(Dataset content)
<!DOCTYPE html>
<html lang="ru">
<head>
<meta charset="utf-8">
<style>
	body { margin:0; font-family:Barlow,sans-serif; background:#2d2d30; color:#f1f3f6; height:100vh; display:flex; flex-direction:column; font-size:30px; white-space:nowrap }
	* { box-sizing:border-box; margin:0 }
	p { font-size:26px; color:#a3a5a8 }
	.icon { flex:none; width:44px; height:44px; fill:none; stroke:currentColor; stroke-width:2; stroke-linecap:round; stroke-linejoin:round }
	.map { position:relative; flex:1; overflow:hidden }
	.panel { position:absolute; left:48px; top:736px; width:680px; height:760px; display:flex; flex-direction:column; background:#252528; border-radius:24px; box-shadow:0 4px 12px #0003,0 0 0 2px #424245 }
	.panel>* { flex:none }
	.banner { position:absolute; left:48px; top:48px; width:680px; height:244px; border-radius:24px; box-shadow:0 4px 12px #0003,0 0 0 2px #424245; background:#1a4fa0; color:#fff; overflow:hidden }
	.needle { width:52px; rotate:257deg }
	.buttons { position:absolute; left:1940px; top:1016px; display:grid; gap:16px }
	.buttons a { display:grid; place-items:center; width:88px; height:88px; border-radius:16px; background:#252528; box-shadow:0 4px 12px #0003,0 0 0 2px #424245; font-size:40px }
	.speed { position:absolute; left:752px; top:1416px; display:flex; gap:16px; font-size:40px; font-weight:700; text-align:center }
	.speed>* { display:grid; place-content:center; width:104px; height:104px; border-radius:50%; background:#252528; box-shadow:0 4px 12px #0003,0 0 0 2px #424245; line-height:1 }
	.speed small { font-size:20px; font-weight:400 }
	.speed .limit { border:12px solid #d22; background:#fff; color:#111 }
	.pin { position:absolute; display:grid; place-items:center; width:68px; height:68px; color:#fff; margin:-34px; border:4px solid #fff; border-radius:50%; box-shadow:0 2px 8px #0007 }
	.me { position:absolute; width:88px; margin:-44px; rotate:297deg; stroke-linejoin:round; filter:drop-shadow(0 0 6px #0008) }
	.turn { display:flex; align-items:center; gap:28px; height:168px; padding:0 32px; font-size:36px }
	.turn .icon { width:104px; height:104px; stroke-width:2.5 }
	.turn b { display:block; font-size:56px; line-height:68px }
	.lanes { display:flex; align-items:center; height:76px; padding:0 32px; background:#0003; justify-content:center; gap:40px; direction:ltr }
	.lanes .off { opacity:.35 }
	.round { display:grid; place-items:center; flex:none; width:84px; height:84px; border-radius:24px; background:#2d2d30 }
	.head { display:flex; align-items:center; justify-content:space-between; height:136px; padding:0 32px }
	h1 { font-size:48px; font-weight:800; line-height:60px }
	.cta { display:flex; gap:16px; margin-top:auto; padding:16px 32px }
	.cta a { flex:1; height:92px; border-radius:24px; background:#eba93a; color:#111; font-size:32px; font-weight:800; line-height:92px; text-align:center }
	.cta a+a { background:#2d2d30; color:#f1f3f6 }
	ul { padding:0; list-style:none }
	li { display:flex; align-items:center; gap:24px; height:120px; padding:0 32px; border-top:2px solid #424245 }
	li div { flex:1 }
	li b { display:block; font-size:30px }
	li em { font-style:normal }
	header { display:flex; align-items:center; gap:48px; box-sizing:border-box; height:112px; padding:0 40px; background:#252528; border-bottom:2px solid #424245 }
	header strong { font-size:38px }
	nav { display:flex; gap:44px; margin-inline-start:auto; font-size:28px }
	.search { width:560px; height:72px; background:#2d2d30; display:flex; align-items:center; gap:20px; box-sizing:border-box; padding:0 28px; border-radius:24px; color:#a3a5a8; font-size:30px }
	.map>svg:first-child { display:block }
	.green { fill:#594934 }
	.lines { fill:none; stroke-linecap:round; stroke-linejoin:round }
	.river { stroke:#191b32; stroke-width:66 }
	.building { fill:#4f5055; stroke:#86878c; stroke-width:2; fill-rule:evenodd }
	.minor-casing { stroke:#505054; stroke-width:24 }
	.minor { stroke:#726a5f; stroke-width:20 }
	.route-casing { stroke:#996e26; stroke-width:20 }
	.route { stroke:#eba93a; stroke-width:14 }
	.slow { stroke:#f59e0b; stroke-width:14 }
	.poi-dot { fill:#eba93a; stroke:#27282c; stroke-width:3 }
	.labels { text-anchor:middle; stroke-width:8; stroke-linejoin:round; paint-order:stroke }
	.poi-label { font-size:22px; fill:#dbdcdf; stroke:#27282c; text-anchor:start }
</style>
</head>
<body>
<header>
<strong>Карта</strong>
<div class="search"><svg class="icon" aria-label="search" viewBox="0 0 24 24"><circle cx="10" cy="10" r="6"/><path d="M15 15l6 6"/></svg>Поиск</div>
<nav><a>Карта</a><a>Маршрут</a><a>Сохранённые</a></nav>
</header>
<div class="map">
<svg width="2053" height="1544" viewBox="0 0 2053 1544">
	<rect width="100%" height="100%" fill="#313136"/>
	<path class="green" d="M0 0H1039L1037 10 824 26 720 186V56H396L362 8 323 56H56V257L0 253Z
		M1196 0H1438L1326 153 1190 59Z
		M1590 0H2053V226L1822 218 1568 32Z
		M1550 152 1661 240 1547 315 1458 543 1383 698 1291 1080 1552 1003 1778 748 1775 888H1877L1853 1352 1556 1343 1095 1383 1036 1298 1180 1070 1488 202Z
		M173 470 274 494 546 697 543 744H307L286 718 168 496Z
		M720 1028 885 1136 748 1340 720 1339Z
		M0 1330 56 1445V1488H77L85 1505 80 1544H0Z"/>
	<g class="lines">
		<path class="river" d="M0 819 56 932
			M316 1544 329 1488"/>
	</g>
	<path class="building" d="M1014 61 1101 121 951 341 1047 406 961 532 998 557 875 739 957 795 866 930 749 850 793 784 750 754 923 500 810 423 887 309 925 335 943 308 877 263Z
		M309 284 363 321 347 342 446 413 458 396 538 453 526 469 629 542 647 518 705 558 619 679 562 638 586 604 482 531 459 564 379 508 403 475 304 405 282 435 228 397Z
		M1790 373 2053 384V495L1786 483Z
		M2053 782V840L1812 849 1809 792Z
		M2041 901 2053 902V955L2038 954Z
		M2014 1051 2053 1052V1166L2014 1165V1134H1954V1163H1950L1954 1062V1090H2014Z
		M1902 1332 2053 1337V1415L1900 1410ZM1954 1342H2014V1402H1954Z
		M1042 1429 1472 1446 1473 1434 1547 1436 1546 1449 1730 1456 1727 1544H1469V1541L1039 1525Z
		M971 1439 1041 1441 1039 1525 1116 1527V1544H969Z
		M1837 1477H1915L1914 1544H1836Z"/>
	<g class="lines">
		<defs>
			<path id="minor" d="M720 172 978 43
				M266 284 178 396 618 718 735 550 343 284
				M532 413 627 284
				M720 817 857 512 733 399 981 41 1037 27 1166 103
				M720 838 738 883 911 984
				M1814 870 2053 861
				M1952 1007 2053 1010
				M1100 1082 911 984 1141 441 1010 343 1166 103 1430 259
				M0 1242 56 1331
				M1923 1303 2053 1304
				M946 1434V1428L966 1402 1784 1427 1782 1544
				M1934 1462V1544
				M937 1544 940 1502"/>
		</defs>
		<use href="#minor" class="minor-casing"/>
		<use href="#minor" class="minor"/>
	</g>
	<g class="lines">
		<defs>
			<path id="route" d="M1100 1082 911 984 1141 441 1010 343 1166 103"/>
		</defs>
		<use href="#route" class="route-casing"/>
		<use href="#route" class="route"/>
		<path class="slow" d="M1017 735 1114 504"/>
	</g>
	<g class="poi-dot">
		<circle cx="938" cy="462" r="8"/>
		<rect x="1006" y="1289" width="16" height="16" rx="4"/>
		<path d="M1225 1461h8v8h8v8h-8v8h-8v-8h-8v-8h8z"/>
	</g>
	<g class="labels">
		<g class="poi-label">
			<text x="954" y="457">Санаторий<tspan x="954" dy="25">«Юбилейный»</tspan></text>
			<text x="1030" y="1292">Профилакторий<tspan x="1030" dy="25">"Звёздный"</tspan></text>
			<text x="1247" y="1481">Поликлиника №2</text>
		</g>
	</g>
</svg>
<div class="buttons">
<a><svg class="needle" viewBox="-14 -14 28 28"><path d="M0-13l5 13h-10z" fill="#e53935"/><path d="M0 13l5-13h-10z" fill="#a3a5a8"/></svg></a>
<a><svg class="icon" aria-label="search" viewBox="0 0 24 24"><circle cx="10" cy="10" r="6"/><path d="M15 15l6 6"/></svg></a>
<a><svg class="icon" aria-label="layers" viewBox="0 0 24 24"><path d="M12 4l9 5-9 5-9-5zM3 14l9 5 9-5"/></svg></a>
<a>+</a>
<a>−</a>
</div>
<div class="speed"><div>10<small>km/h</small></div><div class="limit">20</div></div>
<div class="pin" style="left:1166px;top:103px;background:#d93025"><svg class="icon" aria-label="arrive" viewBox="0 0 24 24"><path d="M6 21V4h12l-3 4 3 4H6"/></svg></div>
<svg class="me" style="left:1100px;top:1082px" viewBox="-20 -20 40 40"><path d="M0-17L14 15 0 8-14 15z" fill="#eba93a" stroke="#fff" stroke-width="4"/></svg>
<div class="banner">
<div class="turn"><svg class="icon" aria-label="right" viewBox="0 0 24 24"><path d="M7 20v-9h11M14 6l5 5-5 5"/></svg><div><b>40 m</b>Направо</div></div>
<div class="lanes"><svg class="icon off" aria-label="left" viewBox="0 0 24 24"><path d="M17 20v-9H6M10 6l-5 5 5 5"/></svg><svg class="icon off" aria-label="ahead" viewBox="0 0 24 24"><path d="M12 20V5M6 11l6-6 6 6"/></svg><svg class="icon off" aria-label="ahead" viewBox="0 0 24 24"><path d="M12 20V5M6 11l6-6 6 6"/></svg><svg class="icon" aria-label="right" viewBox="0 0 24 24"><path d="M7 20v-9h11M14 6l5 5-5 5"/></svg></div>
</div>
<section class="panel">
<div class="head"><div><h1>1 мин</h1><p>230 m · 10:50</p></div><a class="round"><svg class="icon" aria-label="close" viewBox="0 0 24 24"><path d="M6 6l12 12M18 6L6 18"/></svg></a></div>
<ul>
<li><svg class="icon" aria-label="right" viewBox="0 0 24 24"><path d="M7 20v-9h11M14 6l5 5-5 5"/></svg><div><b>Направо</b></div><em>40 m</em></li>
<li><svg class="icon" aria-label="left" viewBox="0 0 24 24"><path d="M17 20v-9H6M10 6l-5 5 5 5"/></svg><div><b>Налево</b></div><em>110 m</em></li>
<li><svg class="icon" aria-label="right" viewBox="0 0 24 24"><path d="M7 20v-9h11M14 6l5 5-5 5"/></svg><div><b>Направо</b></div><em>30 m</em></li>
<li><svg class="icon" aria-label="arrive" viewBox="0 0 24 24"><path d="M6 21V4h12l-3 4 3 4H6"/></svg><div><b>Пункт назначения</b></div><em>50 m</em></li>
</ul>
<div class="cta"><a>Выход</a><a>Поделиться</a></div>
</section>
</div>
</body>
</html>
(End Dataset content)
Note how many lines in the data above have the string "buttons" in them, and give that number by itself.

_Written answer:_
3